[Lustre-devel] Queries regarding LDLM_ENQUEUE

Nicolas Williams Nicolas.Williams at Oracle.com
Wed Oct 20 10:13:49 PDT 2010


On Wed, Oct 20, 2010 at 11:00:53AM -0600, Andreas Dilger wrote:
> On 2010-10-20, at 10:46, Paul Nowoczynski <pauln at psc.edu> wrote:
> >> The name_to_handle() only needs to be called on a single node, and
> >> open_by_handle() is called on the other nodes. I agree that this
> >> doesn't avoid the full O(n) RPCs for the open itself  but at least
> >> it does avoid the full path traversal from every client and on the
> >> MDS (replacing it with an MPI broadcast of the handle).
> > 
> > excuse my ignorance, but why does open_by_handle() need to issue an
> > RPC?  If it's to obtain the layout, couldn't the layout be encoded
> > into the 'handle'?
> 
> In theory, yes. Practically, there is a size limit on the handle, and
> in large filesystems the layout is larger than this limit. 
> 
> Also, it depends on whether we want the MDS to have consistent
> behavior with the resulting open file descriptor or not.
> 
> I suppose in many cases it would be possible to fake out an open file
> on the client without telling the MDS, but then there will be strange
> problems in some cases (e.g. stat() of the file, errors on close,
> etc.) that would result since the MDS won't know anything about the
> other openers. Maybe that is acceptable, I don't know. 

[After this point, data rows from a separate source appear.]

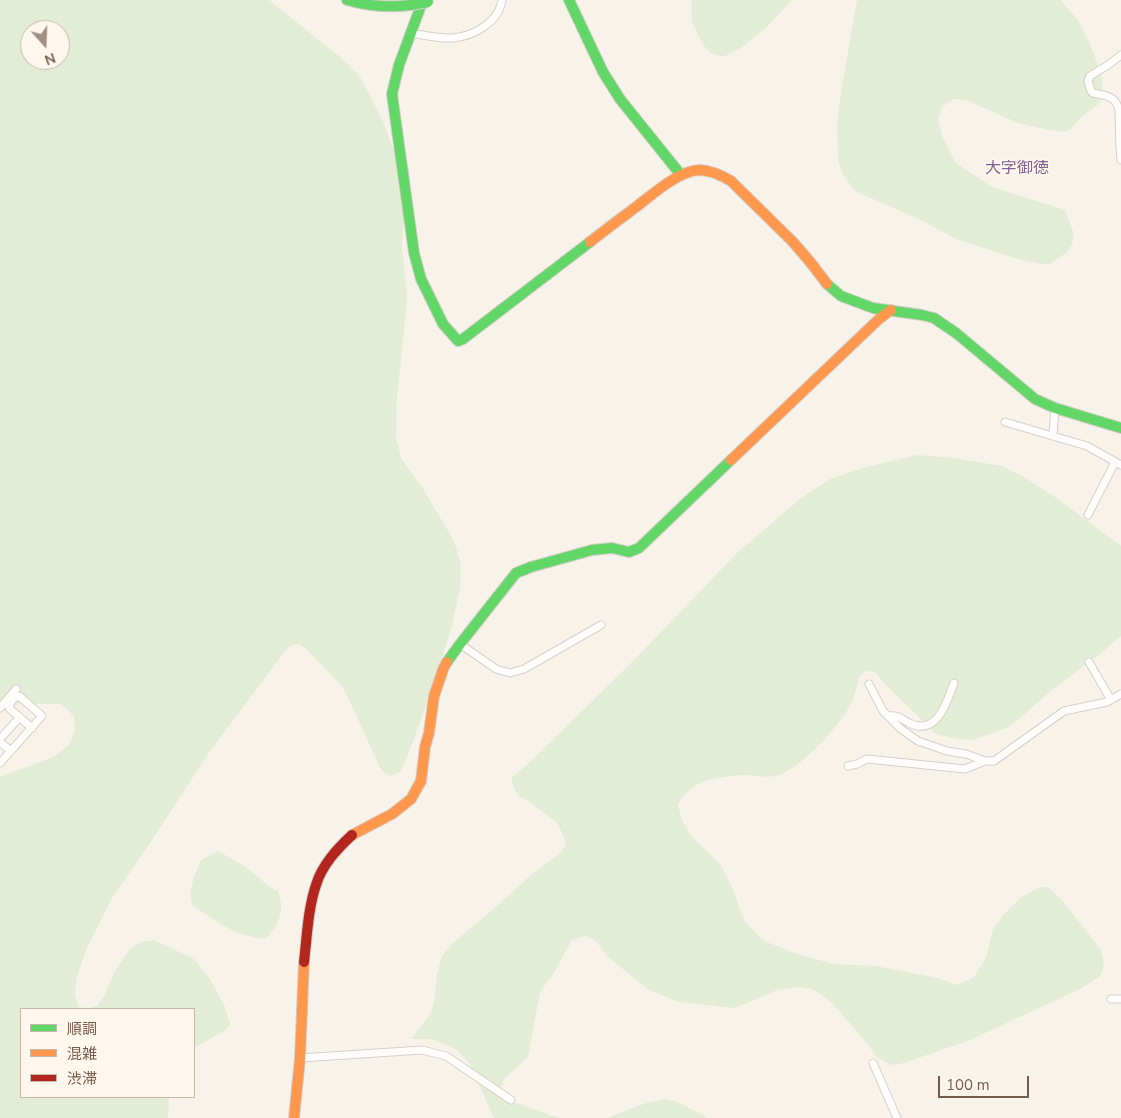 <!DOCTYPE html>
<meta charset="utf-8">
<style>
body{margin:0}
#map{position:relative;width:1121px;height:1118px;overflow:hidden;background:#f7f2ea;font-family:"Nunito Sans","Noto Sans JP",sans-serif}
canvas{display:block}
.legend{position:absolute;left:20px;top:1008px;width:175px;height:90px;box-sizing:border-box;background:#fff7ec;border:1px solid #c7b8ac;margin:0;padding:6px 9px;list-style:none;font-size:15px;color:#745a4b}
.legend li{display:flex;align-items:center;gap:10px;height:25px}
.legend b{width:25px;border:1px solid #c7b8ac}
.north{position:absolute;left:20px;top:20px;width:50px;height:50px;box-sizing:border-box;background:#fff7ec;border:1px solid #c7b8ac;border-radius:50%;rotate:160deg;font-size:14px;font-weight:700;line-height:20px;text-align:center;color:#745a4b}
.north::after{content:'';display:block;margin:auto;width:18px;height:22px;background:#a28f83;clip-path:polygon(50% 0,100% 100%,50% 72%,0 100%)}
.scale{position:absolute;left:938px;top:1076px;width:91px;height:22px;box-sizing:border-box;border:2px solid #745a4b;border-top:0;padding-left:6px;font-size:15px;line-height:18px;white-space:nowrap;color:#745a4b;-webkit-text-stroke:4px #fff7ec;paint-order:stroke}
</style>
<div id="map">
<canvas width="1121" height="1118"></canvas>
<ul class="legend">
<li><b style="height:6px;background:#63d668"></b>順調</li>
<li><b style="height:6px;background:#ff974d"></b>混雑</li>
<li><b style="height:6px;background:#b3261e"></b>渋滞</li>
</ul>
<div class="north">N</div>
<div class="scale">100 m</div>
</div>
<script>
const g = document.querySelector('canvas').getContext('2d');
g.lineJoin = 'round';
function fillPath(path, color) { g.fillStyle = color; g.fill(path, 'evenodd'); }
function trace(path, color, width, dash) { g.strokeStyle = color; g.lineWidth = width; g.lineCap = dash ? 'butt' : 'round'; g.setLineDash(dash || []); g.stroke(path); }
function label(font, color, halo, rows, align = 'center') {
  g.font = font + ' "Nunito Sans","Noto Sans JP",sans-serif'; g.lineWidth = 4; g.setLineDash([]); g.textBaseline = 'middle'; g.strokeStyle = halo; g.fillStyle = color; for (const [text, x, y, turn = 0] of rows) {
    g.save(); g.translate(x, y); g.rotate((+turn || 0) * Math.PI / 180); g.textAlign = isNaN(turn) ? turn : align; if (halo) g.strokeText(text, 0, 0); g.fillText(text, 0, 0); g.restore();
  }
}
fillPath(new Path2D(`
 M0,0H269L340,57L359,75L383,121L394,152L402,186L404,215L402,248L407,297L402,352L397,395L396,438L401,458L422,487L450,534L456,547L461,565L460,589L451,629L431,692L406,760L399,773L390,776L381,770L357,717L342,686L305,648L299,644L289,646L208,754L148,846L112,898L87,948L77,976L75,995L79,1007L87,1008L97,1006L104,996L115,971L129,950L141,942L154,940L194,959L210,979L225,1007L230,1024L226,1030L194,1048V1009H21V1097H169L168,1118H0V777L53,757L69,745L75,731L74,716L61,704H26L0,706ZM30,30H60V60H30Z
 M691,0H792L767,27L741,48L723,57L709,52L702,43L692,22Z
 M857,0H1061L1079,22L1090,44L1100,70L1103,91L1099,104L1081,117L1071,129L1063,132L1049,130L1018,123L966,100L954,99L942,107L938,120L942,136L956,163L992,187L1065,210L1074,234L1072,245L1066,253L1050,264H1041L1018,259L956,239L921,220L855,191L843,175L838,160L837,124L841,92Z
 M917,455L954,458L1002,466L1022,476L1055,497L1121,546V636L1101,653L1052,690L1018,720L1006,728L973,740L957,739L936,734L886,685L875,672L866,671L860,675C857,685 855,698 849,707C840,726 795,774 775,776C765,778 754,775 744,775C738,775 731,776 725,777C702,780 691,784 678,804L682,821L693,838L720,864L734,891L740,910L746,923L764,941L797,954L834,964L875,966L937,978L958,985L974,977L986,958L993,929L1004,914L1020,898L1040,887H1048L1062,900L1101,950L1104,964L1101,975L1082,988L970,1040L904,1063L891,1065L877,1057L865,1041L831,1002L813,989L800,987L777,990L750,1002L734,1008L679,1002L649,990L608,957L596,941L586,936L572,940L555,971L540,992L528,1057L503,1080L501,1089L513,1102L559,1118H494L469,1063L456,1049L432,1039H411L431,1013L435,997L437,974L442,956L453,943L497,906L532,874L559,854L566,845L564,837L557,823L530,802L519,796L514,789L511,778L529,763L635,659L738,552L800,499L830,479L866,467Z
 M218,851L246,867L271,888L278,891C285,911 280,924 265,939C235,936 217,922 192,905L190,893L194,877L201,860Z
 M666,1099L678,1102L708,1118H607L646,1103Z`), '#e3edd5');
const street = new Path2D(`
 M411,33C424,35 439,39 453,38C474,36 499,22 502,0
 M1121,55L1108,65L1090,76L1088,81L1091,91L1093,93C1106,96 1115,95 1119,110L1120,148L1121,160
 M1005,422L1087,446L1121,465
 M1053,436L1055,408
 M1088,515L1115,462
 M460,644L496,669L510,673L524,669L601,625
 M1089,662L1111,700
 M869,684L883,711L901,729L918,741L947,751L966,754L985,761H994L1064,711L1107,702L1121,694
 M0,708L16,689
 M888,716C899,715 900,718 909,723C937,737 947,702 954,683
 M0,739L20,717
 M0,742L11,751
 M0,763L42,716L19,696C13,697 10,703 9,708L32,728
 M848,766L857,764L867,759L965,769L985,761
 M1111,999H1121
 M300,1058L422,1050L446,1056L511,1100
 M873,1063L897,1118`);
const fast = new Path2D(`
 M347,0C368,6 389,8 411,5
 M423,0L399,65L392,94L414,253L421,279L443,324L458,341L463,339L590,242
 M569,0L603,72L620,99L681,175
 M827,284L841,296L873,308L922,315L934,318L956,333L1035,399L1055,408L1121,428
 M447,662L460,644L516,573L531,567L592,550L612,548L629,552L639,548L731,460`);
const slow = new Path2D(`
 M590,242C605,230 620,219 636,207C652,195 678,171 699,170C710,170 721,175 731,181L793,242L811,263L827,284
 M731,460L879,319L891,310
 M352,835L392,814L411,799L421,781L425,747L429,733L434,696L444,667L447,662
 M294,1118L300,1058L304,962`);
const jam = new Path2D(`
 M304,962C307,936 308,909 316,885C322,865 337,849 352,835`);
trace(street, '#d6cfc9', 9);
trace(fast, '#d6cec6', 12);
trace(slow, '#d6cec6', 12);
trace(jam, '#d6cec6', 12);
trace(street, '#fefdfc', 7);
trace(fast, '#63d668', 10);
trace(slow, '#ff974d', 10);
trace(jam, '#b3261e', 10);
const fastBridge = new Path2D(`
 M411,5L428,2`);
trace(fastBridge, '#d6cec6', 12, []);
trace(fastBridge, '#63d668', 10);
label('16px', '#826291', '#fff7ec', [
 ["大字御徳",1017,169]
]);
</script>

Well, if we're going to add openg() (or whatever its name), we might as
well add variants of stat() that don't require getting the size when the
app doesn't need it, and forget about SOM, or forget about SOM when we
know that a file might be open by unknown clients (recover issues here).

Another possibility is that the handle encodes the current size, and
that to write past that size requires an RPC to establish open state,
but this ignores truncation.

Another possibility is to say that a handle is only good as long as the
original file descriptor remains open (recovery issues here), and that
client can tell the MDS that it will be sharing its handle with other
clients.  Or that client could tell the MDS what all the clients are
that will share that handle (recovery issues here too).

Some sort of additional RPC seems hard to avoid here, but maybe it could
be async for clients opening by handle.

Nico
-- 



More information about the lustre-devel mailing list